Stored data
....................

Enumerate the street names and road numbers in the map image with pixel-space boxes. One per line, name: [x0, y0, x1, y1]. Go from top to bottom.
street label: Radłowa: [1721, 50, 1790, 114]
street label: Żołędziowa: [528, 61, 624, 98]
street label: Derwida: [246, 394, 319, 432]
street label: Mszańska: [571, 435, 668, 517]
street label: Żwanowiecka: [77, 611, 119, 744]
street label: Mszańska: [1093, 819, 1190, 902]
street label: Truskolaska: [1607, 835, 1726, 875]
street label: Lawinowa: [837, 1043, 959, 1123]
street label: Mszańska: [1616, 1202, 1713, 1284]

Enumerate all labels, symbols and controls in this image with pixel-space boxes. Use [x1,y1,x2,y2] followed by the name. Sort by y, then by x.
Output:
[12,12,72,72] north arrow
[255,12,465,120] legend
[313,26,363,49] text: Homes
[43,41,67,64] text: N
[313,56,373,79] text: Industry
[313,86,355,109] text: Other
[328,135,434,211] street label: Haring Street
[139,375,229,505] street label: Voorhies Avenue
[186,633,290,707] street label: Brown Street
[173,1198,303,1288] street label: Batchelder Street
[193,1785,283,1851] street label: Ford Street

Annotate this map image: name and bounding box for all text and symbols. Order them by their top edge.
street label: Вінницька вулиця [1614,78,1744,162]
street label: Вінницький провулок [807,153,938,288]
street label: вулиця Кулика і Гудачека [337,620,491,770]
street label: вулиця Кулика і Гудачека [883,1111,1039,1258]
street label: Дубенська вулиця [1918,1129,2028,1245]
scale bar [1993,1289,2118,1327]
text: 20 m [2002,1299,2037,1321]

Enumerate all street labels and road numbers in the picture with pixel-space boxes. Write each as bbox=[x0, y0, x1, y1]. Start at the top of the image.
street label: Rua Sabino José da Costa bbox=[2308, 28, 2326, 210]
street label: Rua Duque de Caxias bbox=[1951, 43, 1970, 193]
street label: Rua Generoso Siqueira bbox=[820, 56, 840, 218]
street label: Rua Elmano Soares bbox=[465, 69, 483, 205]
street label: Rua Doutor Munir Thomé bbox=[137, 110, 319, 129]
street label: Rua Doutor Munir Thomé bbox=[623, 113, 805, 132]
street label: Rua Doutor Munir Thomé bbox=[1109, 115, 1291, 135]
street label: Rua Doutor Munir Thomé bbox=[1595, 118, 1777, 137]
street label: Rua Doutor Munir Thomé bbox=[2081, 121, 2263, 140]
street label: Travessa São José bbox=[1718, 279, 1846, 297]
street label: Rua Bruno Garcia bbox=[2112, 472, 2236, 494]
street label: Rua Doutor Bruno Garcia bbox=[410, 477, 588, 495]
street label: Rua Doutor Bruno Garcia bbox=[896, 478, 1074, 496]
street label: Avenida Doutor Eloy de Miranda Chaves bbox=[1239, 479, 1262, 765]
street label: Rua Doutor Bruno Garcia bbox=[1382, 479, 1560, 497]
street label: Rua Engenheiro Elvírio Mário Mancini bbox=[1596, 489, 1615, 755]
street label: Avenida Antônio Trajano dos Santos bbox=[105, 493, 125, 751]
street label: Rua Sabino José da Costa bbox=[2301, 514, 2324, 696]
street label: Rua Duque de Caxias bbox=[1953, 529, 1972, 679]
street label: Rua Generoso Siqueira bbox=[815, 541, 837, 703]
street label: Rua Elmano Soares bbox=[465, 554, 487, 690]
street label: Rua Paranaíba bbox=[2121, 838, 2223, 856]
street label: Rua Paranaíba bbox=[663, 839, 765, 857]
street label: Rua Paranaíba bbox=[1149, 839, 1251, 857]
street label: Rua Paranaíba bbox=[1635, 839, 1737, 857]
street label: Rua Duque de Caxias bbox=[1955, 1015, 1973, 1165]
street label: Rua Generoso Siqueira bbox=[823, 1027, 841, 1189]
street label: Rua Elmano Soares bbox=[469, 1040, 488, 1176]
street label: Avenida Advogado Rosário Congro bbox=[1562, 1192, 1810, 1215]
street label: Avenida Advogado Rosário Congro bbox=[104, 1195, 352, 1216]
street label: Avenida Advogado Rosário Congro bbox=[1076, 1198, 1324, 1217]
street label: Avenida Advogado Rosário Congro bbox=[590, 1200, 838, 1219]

....................

> EXERCISE REQUIREMENTS:
Output every record above exactly as it appears.

> EXERCISE RESULT:
Enumerate the street names and road numbers in the map image with pixel-space boxes. One per line, name: [x0, y0, x1, y1]. Go from top to bottom.
street label: Radłowa: [1721, 50, 1790, 114]
street label: Żołędziowa: [528, 61, 624, 98]
street label: Derwida: [246, 394, 319, 432]
street label: Mszańska: [571, 435, 668, 517]
street label: Żwanowiecka: [77, 611, 119, 744]
street label: Mszańska: [1093, 819, 1190, 902]
street label: Truskolaska: [1607, 835, 1726, 875]
street label: Lawinowa: [837, 1043, 959, 1123]
street label: Mszańska: [1616, 1202, 1713, 1284]

Enumerate all labels, symbols and controls in this image with pixel-space boxes. Use [x1,y1,x2,y2] followed by the name. Sort by y, then by x.
Output:
[12,12,72,72] north arrow
[255,12,465,120] legend
[313,26,363,49] text: Homes
[43,41,67,64] text: N
[313,56,373,79] text: Industry
[313,86,355,109] text: Other
[328,135,434,211] street label: Haring Street
[139,375,229,505] street label: Voorhies Avenue
[186,633,290,707] street label: Brown Street
[173,1198,303,1288] street label: Batchelder Street
[193,1785,283,1851] street label: Ford Street

Annotate this map image: name and bounding box for all text and symbols. Order them by their top edge.
street label: Вінницька вулиця [1614,78,1744,162]
street label: Вінницький провулок [807,153,938,288]
street label: вулиця Кулика і Гудачека [337,620,491,770]
street label: вулиця Кулика і Гудачека [883,1111,1039,1258]
street label: Дубенська вулиця [1918,1129,2028,1245]
scale bar [1993,1289,2118,1327]
text: 20 m [2002,1299,2037,1321]

Enumerate all street labels and road numbers in the picture with pixel-space boxes. Write each as bbox=[x0, y0, x1, y1]. Start at the top of the image.
street label: Rua Sabino José da Costa bbox=[2308, 28, 2326, 210]
street label: Rua Duque de Caxias bbox=[1951, 43, 1970, 193]
street label: Rua Generoso Siqueira bbox=[820, 56, 840, 218]
street label: Rua Elmano Soares bbox=[465, 69, 483, 205]
street label: Rua Doutor Munir Thomé bbox=[137, 110, 319, 129]
street label: Rua Doutor Munir Thomé bbox=[623, 113, 805, 132]
street label: Rua Doutor Munir Thomé bbox=[1109, 115, 1291, 135]
street label: Rua Doutor Munir Thomé bbox=[1595, 118, 1777, 137]
street label: Rua Doutor Munir Thomé bbox=[2081, 121, 2263, 140]
street label: Travessa São José bbox=[1718, 279, 1846, 297]
street label: Rua Bruno Garcia bbox=[2112, 472, 2236, 494]
street label: Rua Doutor Bruno Garcia bbox=[410, 477, 588, 495]
street label: Rua Doutor Bruno Garcia bbox=[896, 478, 1074, 496]
street label: Avenida Doutor Eloy de Miranda Chaves bbox=[1239, 479, 1262, 765]
street label: Rua Doutor Bruno Garcia bbox=[1382, 479, 1560, 497]
street label: Rua Engenheiro Elvírio Mário Mancini bbox=[1596, 489, 1615, 755]
street label: Avenida Antônio Trajano dos Santos bbox=[105, 493, 125, 751]
street label: Rua Sabino José da Costa bbox=[2301, 514, 2324, 696]
street label: Rua Duque de Caxias bbox=[1953, 529, 1972, 679]
street label: Rua Generoso Siqueira bbox=[815, 541, 837, 703]
street label: Rua Elmano Soares bbox=[465, 554, 487, 690]
street label: Rua Paranaíba bbox=[2121, 838, 2223, 856]
street label: Rua Paranaíba bbox=[663, 839, 765, 857]
street label: Rua Paranaíba bbox=[1149, 839, 1251, 857]
street label: Rua Paranaíba bbox=[1635, 839, 1737, 857]
street label: Rua Duque de Caxias bbox=[1955, 1015, 1973, 1165]
street label: Rua Generoso Siqueira bbox=[823, 1027, 841, 1189]
street label: Rua Elmano Soares bbox=[469, 1040, 488, 1176]
street label: Avenida Advogado Rosário Congro bbox=[1562, 1192, 1810, 1215]
street label: Avenida Advogado Rosário Congro bbox=[104, 1195, 352, 1216]
street label: Avenida Advogado Rosário Congro bbox=[1076, 1198, 1324, 1217]
street label: Avenida Advogado Rosário Congro bbox=[590, 1200, 838, 1219]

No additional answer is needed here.